Project: Planet Kaggle Competition - Satellite Image Analysis

The motivation

When machine learning finally evolved into a technology usable by the masses, it seemed like a super power. The whole idea of asking a computer to recognize something for you, and have it look through more data and with greater consistency than a person could do was game-changing.

But being new to the game, I needed to give this newfound superpower some exercise, so I went to Kaggle to find a competition to stretch my legs. Luckily there was a cool competition to classify satellite imagery in order to protect the rainforest. The idea was that the images were broken down into smaller tiles that were individually classified so that you could monitor how human developments and the rainforests were changing.

Random Forest with RGB Statistics

Luckily someone posted a quick getting started script that ran through a basic classifier using RGB statistics, which also included basic data import and formatting the submission. And while it originally called for the XGBClassifier, I substituted it out for a random forest model, since that was a part of the well-maintained sci-kit learn library. Plus random forest is my favorite machine learning algorithm being quick and usually getting a decent result =)

The RGB statistics was an interesting choice of feature using the mean, standard deviation, max, min, kurtosis, and skewness of each RGB channel across the image. Since these are aggregate statistics across the image, it removes the spatial information making the classifier essentially translationally invariant. Meaning white clouds could show up on any part of the image, and be classified as clouds. Of course, this also means white buildings could be confused as clouds or vice versa, since there is a substantial amount of information being lost.

But either way I gave it a shot, the random forest was set with 100 trees with all else being defaults, a random seed was set, the data was shuffled, and with 40479 samples a 80/10/10 split for training/validation/test sets. This was run at 5-times replicate while re-shuffling the dataset for each run. The aggregate results on the test set are reported below.

Individual F-Beta Scores for each run (beta=2 and average=sample):

0.83332, 0.83633, 0.84038, 0.83256, 0.83632

Combined F-Beta score: 0.83578

As we can see it does pretty well, even though it's essentially just looking at the the distribution of each RGB channel. However, it does particularly poorly on certain high frequency groups such as water and cultivation. To explain why it does poorly on water, it's best to look at some examples.

So sometimes brown means ground and sometimes brown means water. The reason why water is difficult is because we're dealing with very murky waters that isn't blue, and without additional information the classifier will have trouble telling the difference.

Random Forest with RGB Statistics + Edge/Line Statistics

Now there is a characteristic of water that we can exploit, the surface tends to be completely flat and uniform. This might already be picked up somewhat by the kurtosis and standard deviation, although it is an aggregate statistic over just three channels for the entire image. This sharp peak could be completely muddled by other colors. So if we can provide more information from another perspective, it might help the classifier differentiate and overall perform better.

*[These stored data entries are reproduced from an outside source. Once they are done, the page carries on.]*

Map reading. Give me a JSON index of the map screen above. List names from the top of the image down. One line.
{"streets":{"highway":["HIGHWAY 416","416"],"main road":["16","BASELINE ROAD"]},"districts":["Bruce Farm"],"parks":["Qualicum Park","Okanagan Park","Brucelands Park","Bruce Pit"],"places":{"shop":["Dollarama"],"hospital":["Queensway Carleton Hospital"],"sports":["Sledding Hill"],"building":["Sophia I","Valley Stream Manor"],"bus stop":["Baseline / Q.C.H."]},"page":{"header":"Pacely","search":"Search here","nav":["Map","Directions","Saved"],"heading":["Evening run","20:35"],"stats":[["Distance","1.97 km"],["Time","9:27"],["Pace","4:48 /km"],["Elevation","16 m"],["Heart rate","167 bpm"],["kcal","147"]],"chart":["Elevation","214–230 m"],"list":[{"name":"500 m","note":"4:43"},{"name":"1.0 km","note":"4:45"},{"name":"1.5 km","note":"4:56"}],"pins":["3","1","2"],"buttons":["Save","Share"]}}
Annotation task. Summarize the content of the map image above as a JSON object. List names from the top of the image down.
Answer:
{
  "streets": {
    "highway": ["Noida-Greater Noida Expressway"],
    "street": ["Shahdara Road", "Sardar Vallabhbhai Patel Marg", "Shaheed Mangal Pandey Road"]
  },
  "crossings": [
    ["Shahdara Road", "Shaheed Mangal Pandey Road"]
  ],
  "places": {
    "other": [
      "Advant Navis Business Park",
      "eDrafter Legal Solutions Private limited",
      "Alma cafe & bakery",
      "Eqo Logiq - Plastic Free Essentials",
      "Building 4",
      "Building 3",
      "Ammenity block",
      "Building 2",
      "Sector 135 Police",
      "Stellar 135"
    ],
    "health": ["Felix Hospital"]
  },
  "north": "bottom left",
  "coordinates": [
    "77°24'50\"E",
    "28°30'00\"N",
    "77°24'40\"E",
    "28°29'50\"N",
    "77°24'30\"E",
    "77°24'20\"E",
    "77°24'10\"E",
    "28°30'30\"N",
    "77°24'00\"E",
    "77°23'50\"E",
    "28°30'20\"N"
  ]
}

So being flat and uniform, this also means there shouldn't be any edges on the surface of the water. So for fun, practice, and to use it, I implemented a quick website with a custom API to provide a graphical interface to quickly test different settings on some image processing algorithms that will return edges, lines, and corners. If you want to check it out, here's the link.

The canny edge threshold to be considered an edge was set very low, so that we get a zero value only when staring at the essentially featureless surface of water.

In addition, habitation and roads will often times have straight lines, while habitation should also be rich in corners.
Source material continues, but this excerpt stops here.